Inhibition enhances spatially-specific calcium encoding of synaptic input patterns in a biologically constrained model

  1. Daniel B Dorman
  2. Joanna Jędrzejewska-Szmek
  3. Kim T Blackwell  Is a corresponding author
  1. George Mason University, United States

Abstract

Synaptic plasticity, which underlies learning and memory, depends on calcium elevation in neurons, but the precise relationship between calcium and spatiotemporal patterns of synaptic inputs is unclear. Here, we develop a biologically realistic computational model of striatal spiny projection neurons with sophisticated calcium dynamics, based on data from rodents of both sexes, to investigate how spatiotemporally clustered and distributed excitatory and inhibitory inputs affect spine calcium.

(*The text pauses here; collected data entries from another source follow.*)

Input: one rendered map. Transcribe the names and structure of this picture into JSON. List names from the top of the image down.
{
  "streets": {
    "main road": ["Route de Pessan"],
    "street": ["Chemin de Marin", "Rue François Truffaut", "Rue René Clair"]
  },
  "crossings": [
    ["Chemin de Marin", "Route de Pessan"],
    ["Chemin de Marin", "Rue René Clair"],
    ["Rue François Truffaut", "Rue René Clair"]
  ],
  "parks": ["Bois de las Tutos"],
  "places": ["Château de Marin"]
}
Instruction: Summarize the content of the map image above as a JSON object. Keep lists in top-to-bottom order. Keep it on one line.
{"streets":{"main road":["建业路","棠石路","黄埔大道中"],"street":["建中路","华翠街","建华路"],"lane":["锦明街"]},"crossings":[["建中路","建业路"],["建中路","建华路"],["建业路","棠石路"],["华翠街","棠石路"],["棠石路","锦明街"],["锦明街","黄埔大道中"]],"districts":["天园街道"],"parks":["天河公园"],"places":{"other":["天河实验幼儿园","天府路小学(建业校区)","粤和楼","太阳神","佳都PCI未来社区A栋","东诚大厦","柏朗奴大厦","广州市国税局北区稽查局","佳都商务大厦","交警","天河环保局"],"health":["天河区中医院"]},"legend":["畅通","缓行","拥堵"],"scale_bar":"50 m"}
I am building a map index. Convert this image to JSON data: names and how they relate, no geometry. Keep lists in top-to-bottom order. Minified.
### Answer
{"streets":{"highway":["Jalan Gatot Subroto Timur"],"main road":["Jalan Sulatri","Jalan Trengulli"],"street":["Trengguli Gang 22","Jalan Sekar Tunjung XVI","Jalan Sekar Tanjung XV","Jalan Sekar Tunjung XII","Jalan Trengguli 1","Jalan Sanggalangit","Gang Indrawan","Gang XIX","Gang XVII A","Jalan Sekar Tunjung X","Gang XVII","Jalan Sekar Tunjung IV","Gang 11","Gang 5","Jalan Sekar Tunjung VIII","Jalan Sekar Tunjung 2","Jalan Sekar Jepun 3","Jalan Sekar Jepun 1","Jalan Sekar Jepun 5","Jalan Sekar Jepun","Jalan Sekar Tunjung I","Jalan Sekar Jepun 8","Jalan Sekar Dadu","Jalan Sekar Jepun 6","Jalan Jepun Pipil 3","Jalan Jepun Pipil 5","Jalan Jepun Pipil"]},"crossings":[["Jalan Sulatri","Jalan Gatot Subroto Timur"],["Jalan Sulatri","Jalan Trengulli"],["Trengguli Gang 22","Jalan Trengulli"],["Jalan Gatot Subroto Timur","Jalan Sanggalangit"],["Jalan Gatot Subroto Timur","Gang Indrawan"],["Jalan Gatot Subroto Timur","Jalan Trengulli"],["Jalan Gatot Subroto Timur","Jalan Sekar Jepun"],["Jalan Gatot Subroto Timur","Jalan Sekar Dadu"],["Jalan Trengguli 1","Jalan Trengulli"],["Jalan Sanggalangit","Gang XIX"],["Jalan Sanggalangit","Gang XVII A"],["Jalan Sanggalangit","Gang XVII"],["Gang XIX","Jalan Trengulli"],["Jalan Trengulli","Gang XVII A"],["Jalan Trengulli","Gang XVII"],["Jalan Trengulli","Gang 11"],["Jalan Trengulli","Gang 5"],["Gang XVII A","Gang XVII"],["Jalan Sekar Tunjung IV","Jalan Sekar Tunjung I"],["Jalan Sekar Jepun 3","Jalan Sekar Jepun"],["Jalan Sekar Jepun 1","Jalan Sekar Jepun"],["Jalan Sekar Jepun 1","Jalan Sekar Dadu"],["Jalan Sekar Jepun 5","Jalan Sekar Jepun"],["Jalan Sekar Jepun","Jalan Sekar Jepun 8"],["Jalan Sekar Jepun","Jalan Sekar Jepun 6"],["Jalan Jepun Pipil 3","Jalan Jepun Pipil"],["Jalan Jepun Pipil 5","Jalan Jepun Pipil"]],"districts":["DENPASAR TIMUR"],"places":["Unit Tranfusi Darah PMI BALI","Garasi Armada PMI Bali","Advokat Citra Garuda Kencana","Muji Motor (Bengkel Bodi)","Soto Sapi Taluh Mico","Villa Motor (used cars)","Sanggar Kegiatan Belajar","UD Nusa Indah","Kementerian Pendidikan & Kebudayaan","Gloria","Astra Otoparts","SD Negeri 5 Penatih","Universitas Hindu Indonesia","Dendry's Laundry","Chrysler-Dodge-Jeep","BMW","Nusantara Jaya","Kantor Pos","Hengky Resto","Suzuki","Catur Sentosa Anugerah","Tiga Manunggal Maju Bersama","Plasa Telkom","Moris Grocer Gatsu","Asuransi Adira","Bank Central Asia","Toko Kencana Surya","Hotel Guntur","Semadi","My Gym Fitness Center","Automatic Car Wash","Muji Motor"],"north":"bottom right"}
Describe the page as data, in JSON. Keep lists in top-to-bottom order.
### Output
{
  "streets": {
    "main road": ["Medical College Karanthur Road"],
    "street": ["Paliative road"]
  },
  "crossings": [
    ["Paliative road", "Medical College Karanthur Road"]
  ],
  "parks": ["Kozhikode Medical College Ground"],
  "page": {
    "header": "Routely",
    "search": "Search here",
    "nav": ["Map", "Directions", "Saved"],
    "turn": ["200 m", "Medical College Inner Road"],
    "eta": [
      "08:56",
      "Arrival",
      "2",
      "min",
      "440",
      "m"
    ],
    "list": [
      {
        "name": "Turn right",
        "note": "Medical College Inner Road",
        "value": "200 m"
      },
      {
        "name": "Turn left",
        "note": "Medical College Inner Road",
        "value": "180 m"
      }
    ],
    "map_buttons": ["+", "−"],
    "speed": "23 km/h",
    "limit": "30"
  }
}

We demonstrate that coordinated excitatory synaptic inputs evoke enhanced calcium elevation specific to stimulated spines, with lower but physiologically relevant calcium elevation in nearby non-stimulated spines. Results further show a novel and important function of inhibition-to enhance the difference in calcium between stimulated and non-stimulated spines. These findings suggest that spine calcium dynamics encode synaptic input patterns and may serve as a signal for both stimulus-specific potentiation and heterosynaptic depression, maintaining balanced activity in a dendritic branch while inducing pattern-specific plasticity.

Data availability

All model simulation and analysis code are publicly and freely available on ModelDB (http://senselab.med.yale.edu/ModelDB/showModel.cshtml?model=245411).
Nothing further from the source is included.